What is the difference between these two foul shooting situations?


not alone

2 Answers 2


There are two kinds of foul shots, those that end in possession of the shooting team, and those that are up for grabs on a miss but awarded to the opposing team on a make.

Normal foul shots on personal fouls are the second kind. Both teams are free to rebound a miss and the non-shooting team is awarded the ball on a make.

However, for flagrant fouls and technical fouls the team that shoots the free throws is awarded the ball regardless of the result of the shot. Since the rebound cannot be contested the player is allowed to shoot by himself.

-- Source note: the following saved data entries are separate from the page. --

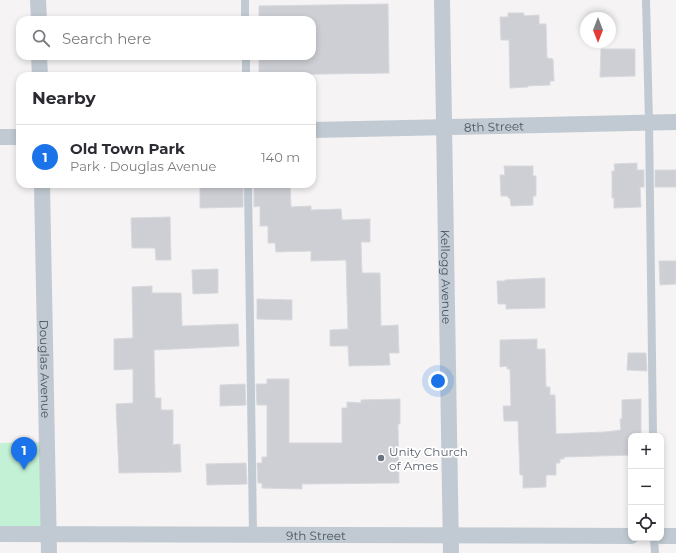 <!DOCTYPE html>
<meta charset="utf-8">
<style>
:root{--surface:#fff;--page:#f2f2f3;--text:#2b2b33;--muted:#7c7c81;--line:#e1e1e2;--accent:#1a73e8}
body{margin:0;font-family:Montserrat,sans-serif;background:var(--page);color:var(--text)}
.controls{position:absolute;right:12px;bottom:12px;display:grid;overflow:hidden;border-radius:8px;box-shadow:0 2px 6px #0003}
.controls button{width:36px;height:36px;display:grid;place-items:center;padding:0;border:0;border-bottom:1px solid var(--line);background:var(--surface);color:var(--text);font:20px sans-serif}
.compass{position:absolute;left:580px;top:12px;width:36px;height:36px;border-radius:50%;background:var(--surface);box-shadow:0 2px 6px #0003;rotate:180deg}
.you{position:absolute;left:438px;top:381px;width:14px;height:14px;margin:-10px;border:3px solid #fff;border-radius:50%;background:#1a73e8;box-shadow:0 0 0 6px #1a73e833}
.badge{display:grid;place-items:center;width:26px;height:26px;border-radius:50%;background:var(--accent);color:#fff;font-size:13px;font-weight:700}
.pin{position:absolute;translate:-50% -33px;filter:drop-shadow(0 1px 2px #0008)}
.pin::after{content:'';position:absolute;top:21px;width:14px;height:12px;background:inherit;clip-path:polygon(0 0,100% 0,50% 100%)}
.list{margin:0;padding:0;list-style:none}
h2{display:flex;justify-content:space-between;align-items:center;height:52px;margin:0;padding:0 16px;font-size:17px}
h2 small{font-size:13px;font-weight:400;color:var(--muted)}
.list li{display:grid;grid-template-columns:26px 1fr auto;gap:12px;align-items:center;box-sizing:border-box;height:64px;padding:0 16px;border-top:1px solid var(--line)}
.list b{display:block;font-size:15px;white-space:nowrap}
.list p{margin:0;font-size:13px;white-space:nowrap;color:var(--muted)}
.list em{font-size:13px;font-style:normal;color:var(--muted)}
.icon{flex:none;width:22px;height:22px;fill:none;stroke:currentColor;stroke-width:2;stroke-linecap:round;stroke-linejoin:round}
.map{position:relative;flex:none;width:676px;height:553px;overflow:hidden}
.search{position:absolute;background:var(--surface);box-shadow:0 2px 6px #0003;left:16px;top:16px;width:300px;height:44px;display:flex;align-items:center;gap:10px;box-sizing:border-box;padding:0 14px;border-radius:12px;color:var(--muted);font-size:15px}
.panel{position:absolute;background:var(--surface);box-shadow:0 2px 6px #0003;left:16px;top:72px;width:300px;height:116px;border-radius:12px}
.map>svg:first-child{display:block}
</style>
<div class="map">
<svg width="676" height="553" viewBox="0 0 676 553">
<rect width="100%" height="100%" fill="#f5f3f3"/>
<path fill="#c3f1d5" d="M47 442 48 534H0V443Z"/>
<path fill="#cdcfd5" stroke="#d7d9de" d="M388 4 389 73 259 75V56H312V20H259V6Z
M508 13H524V16L539 15V24H546L547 58 553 59 554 81H550V85L528 86V87L510 88 509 40H501L500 17H508Z
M601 49H635V76L600 77Z
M637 163V170H644V187H640L641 207 614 208V198H612V171H615L614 164Z
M504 166H533V176H536V196H533V205L511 206 510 198H508V196H501L500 175H505Z
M655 170H676V187H655Z
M200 184H243V207L200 208Z
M254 184H290L291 207 311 206V210L341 209 342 220 370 219V242H361L362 273H380L381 326 398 325 399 353H389L390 365 349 366 348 346H330V330L348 329 346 260 311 261V251L276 252 275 243H268V226H260V206L254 207Z
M170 217 171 260H156L155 248H132L131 218Z
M659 261H676V284L660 285Z
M218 269V293L193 294 192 270Z
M545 278V308L506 309V304H498L497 281H505V280Z
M152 286V293H181L182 326 238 324 239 346 154 350 155 398H161V410H173V445L180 444 181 472 119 473 116 404 133 403V369L114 370V339L133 338 132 287Z
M257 299 292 300V320L257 319Z
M537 339V349H545L546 387H550V395H555L556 434 605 432 621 430 620 419H622V400L641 399V436H631V455L564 457V459H560V463H556V475H546V487L523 488V475H520L518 421H504L503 406H511L510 369H507V366L500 367V340Z
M628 353H646L647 371 627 370Z
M267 379H289V443H342V408H347V402L361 403V400L400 399V424H398L399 483 302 484V489L262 488V483H258L257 463H262V457H267V405H257L256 384H267Z
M245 384 246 405 220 406V385Z
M246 463 247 484 207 485 206 464Z"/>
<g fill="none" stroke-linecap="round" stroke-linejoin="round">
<path stroke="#c1cad2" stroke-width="8" d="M245 0V20
M646 0 649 122 653 436
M246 56V76
M248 184 253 535
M654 538 655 553"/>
<g stroke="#c1cad2" stroke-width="16">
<path d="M38 0 39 20"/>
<path id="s1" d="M442 0 451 553"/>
<path d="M39 56 40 76"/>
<path id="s2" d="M312 130 676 122"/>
<path d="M0 137H20"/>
<path id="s3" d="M42 184 49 553"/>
<path id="s4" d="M0 534 631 536"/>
<path d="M661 536H676"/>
</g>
</g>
<circle fill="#6b7280" stroke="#fff" stroke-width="1.5" cx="381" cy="458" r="4"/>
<g text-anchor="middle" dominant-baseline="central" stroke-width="3.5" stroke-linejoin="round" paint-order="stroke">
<g font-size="12" fill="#4a5661" stroke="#fff">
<text stroke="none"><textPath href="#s2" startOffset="182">8th Street</textPath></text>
<text stroke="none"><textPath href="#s1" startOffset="277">Kellogg Avenue</textPath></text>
<text stroke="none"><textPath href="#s3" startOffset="185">Douglas Avenue</textPath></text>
<text stroke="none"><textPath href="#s4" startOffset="316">9th Street</textPath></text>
</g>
<g font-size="12" fill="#5b616d" stroke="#fff" text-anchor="start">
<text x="389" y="451">Unity Church<tspan x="389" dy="14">of Ames</tspan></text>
</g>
</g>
</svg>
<div class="controls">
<button>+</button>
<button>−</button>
<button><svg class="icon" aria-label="locate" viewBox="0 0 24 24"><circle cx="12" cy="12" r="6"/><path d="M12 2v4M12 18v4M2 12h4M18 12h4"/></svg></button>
</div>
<svg class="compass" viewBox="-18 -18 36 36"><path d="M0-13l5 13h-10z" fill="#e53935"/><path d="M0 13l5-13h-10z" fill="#7c7c81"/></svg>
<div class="you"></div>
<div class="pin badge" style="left:24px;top:470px">1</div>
<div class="search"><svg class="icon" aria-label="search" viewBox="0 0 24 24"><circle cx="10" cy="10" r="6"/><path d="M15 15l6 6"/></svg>Search here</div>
<section class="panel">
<h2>Nearby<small></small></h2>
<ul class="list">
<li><span class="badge">1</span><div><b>Old Town Park</b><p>Park · Douglas Avenue</p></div><em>140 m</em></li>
</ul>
</section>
</div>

  • The clearing of the paint is also an additional disincentive for players to commit flagrants and technicals; because nobody's around, the shooter doesn't have six men staring him down. Other than the crowd behind the glass backboard, he might as well be shooting free-throws on the shooting court in his home or team gym, and players spend many hours a week doing just that so theoretically he's more likely to make the shot.
    – KeithS
    Commented Sep 27, 2012 at 16:01
  • 1
    @KeithS Theoretically is the key word. I've seen stats suggesting that players generally shoot worse on technical free throws, possibly since they are out of the usual "routine". Commented Mar 12 at 13:44

It happens when the free-throw is a result of Technical foul.
Technical foul is particularly difficult foul or foul that is incompatible with the "Spirit of the game".
In the NBA, the penalty for a Technical foul is one free throw for the rival team and after it possession on the ball.

So in the case of technical foul there isn't a need that there will be players around the end-line.

There is also unsportsmanlike technical foul.
From NBA rule book (Wayback Machine):

A technical foul shall be assessed for unsportsmanlike tactics such as:
(1) Disrespectfully addressing an official
(2) Physically contacting an official
(3) Overt actions indicating resentment to a call
(4) Use of profanity
(5) A coach entering onto the court without permission of an official
(6) A deliberately-thrown elbow or any attempted physical act with no con-tact involved
(7) Taunting

I also seen cases when there isn't any offence players around the throwing player because it's the first throw or because they count on him to score or don't want to be causght surprise in fast break.